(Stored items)
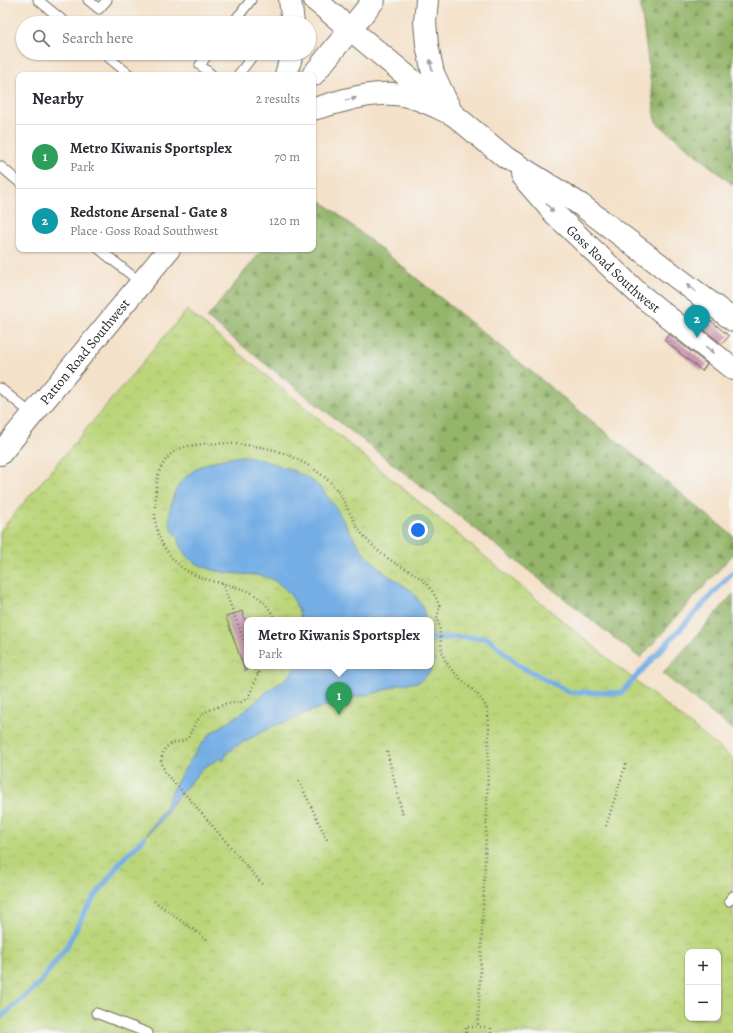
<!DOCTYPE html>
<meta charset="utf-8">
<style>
body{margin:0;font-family:Alegreya,serif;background:#f7f7f7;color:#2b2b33}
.controls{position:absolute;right:12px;bottom:12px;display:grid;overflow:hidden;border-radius:8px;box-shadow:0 1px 3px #0004}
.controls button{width:36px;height:36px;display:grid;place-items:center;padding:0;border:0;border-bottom:1px solid #e1e1e2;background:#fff;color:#2b2b33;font:20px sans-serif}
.you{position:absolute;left:418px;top:530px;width:14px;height:14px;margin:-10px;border:3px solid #fff;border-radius:50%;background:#1a73e8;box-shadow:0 0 0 6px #1a73e833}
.badge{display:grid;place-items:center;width:26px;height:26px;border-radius:50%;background:#7c3aed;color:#fff;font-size:13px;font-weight:700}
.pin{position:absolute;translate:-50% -33px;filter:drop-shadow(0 1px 2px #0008)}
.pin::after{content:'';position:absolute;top:21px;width:14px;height:12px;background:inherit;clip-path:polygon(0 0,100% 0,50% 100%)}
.popup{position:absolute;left:244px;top:617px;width:190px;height:52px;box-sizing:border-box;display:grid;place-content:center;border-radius:8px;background:#fff;filter:drop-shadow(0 1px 3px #0005);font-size:13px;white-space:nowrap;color:#7c7c81}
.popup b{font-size:15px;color:#2b2b33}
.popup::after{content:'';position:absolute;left:50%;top:100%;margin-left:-8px;border:8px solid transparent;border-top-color:#fff}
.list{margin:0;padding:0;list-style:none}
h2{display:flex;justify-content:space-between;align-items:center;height:52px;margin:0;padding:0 16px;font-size:17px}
h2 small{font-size:13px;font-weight:400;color:#7c7c81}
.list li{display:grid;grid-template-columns:26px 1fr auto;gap:12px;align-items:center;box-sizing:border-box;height:64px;padding:0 16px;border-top:1px solid #e1e1e2}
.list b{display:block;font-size:15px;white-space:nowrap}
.list p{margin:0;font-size:13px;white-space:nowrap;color:#7c7c81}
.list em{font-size:13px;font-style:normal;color:#7c7c81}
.icon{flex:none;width:22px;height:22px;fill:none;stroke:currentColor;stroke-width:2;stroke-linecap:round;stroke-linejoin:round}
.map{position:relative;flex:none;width:733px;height:1033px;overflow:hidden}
.search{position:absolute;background:#fff;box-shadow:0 1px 3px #0004;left:16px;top:16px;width:300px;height:44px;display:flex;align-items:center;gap:10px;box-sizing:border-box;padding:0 14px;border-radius:22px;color:#7c7c81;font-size:15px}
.panel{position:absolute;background:#fff;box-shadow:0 1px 3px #0004;left:16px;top:72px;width:300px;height:180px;border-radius:8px}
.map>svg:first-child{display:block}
.forest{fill:url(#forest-firs);stroke:#60704a}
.park{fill:url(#park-crowns);stroke:#738052;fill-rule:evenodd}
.water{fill:#75aee5;stroke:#506c88}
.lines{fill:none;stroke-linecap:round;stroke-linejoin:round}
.stream{stroke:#75aee5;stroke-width:5.5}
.building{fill:url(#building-back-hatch)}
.service-casing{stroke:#716b62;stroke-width:11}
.tertiary-casing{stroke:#716b62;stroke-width:24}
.secondary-casing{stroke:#716b62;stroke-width:24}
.path{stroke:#716b62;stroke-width:2.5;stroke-dasharray:1 3;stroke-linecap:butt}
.service{stroke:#fff;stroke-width:9}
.tertiary{stroke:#fff;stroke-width:22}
.secondary{stroke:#fff;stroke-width:22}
.oneway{fill:#a0a0a0}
.labels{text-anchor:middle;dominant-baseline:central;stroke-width:3;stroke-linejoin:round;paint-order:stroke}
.street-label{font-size:14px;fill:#2b2b2b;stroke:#f6f6f2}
</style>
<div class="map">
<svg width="733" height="1033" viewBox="0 0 733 1033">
<defs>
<pattern id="forest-firs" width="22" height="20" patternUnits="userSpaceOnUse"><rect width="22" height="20" fill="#94b66a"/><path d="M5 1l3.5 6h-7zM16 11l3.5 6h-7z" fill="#799457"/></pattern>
<pattern id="park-crowns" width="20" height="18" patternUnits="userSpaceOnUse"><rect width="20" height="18" fill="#bbd57a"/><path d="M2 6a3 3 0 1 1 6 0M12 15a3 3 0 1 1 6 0" fill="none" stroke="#a1b76a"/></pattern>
<pattern id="building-back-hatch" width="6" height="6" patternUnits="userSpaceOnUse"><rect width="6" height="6" fill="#cb96b2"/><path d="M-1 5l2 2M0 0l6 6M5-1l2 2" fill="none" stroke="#a57b91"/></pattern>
</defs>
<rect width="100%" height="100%" fill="#f6f6f2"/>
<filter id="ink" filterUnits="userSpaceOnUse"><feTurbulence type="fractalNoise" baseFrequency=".025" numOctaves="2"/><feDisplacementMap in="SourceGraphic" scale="8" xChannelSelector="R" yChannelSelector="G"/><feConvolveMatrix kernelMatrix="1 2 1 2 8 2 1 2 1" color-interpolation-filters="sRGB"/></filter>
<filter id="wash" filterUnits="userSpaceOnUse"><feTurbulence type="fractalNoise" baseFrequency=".012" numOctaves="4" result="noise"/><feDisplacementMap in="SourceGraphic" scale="16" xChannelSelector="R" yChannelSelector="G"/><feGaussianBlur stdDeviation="0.9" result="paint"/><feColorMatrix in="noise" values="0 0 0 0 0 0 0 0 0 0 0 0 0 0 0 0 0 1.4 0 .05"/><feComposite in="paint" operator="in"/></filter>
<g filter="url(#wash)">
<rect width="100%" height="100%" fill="#f4e1c9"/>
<g class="forest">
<polygon points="640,0 733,0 733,185 656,122"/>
<polygon points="313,194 733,536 733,554 640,658 207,318 263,249 313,249"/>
<polygon points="733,594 733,730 663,674"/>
</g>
<path class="park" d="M187 310 622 670 733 759V1033H0V531ZM247 620H431V666H247ZM688 952H718V1018H688Z"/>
<g class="water">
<path d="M244 456 256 458 290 469 306 477 320 487 336 508 350 532 364 553 385 573 412 591 422 606 426 620H301C298 603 289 590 275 581 264 574 252 575 240 574 222 573 195 568 184 553 181 548 180 541 177 536 176 534 174 533 173 531 166 520 171 501 176 490 191 464 216 459 244 456Z"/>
<polygon points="431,651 433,663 430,672 419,682 401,684 376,693 355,697 311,711 309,713 305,713 296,718 274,726 236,746 227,753 223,761 220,758 203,768 175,800 160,822 144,838 163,811 173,789 184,770 200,746 211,733 245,711 265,693 287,678 297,666 431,666"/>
</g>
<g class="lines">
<g class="stream">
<polyline points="431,639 456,637 488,638 518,665 569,692 621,693 733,572"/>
<polyline points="0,1018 39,984 67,946 85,911 121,861 144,838"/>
</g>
</g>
<g id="blocks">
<g class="building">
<polygon points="692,305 729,336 722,344 685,315"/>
<polygon points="669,334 707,364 702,371 664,340"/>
<polygon points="242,611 247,625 247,670 245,671 226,617"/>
</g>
</g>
</g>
<g filter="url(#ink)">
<use href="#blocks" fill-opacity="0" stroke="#716b62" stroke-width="1"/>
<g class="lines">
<g class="service-casing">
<g id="service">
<polyline points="38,0 66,23"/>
<polyline points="88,0 99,9 107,0"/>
<polyline points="238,16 246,23"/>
<polyline points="233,23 251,0"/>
<polyline points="103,53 130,75"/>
<polyline points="208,54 200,65 212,75"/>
<polyline points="238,75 255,53"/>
<polyline points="0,166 19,182"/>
<polyline points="99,249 141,283"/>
<polyline points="0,388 33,415"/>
<polyline points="729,901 733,896"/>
<polyline points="96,1013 148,1033"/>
</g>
</g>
<g class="tertiary-casing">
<g id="tertiary">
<polyline points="315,0 506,158 581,205 733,320"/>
<path id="s1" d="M521 175 555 214 638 293 733 369"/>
</g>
</g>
<g class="secondary-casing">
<g id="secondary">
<polyline points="290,0 293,23"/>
<polyline points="427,0 425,22 427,45 433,73 452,114"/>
<polyline points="286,75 292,53"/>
<polyline points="313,75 374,0"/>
<path d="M313 109C339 102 367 92 394 94 414 95 434 106 452 114"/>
<path id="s2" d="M0 454 169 249"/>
</g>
</g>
<g class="path">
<polyline points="222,583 247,648"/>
<path d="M275 620C258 579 221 590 189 572 179 567 170 557 164 547 157 534 154 521 155 506 156 494 155 479 161 468 165 460 171 452 179 449 201 439 259 444 281 452 299 459 316 469 330 482 344 496 349 515 360 531 364 537 370 543 376 549 402 573 427 569 440 608L437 616C441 629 440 644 443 655 451 677 475 686 485 705 488 710 488 716 489 722L487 809 478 1027"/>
<polyline points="254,666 258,675"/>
<polyline points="387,751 403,816"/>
<polyline points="299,781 328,842"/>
<polyline points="606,826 626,764"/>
<polyline points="262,884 192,802 165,773 161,761 162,755 165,748 172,743 182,741 188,738 196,722 205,712 225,704 241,702 248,698 262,666"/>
<polyline points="154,901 209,941"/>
<polyline points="466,1033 466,1027 491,1027 491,1033"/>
</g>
<use href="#service" class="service"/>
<use href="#tertiary" class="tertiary"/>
<use href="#secondary" class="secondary"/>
</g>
<defs><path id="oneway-solid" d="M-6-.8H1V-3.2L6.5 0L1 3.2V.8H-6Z"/></defs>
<g class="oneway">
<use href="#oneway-solid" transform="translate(431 65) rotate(-101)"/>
<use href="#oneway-solid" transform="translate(351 99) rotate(-13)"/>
<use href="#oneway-solid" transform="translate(550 208) rotate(49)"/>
<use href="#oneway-solid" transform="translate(691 288) rotate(-143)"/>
<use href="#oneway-solid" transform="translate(710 350) rotate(39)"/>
</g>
</g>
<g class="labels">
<g class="street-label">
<text stroke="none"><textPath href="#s1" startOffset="132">Goss Road Southwest</textPath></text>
<text stroke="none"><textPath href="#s2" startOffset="133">Patton Road Southwest</textPath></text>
</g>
</g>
</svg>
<div class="controls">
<button>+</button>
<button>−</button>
</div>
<div class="you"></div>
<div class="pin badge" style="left:339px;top:715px;background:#2e9e5b">1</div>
<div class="popup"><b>Metro Kiwanis Sportsplex</b>Park</div>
<div class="pin badge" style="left:697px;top:338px;background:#0f9aa8">2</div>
<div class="search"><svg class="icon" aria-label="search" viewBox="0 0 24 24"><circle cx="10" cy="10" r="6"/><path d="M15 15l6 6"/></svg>Search here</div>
<section class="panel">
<h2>Nearby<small>2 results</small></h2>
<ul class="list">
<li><span class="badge" style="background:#2e9e5b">1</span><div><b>Metro Kiwanis Sportsplex</b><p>Park</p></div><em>70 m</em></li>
<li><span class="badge" style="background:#0f9aa8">2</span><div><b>Redstone Arsenal - Gate 8</b><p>Place · Goss Road Southwest</p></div><em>120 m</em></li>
</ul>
</section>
</div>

| Task goal |
Using the records, work out how many lines include "after", and reply with that number alone.

| The answer |
2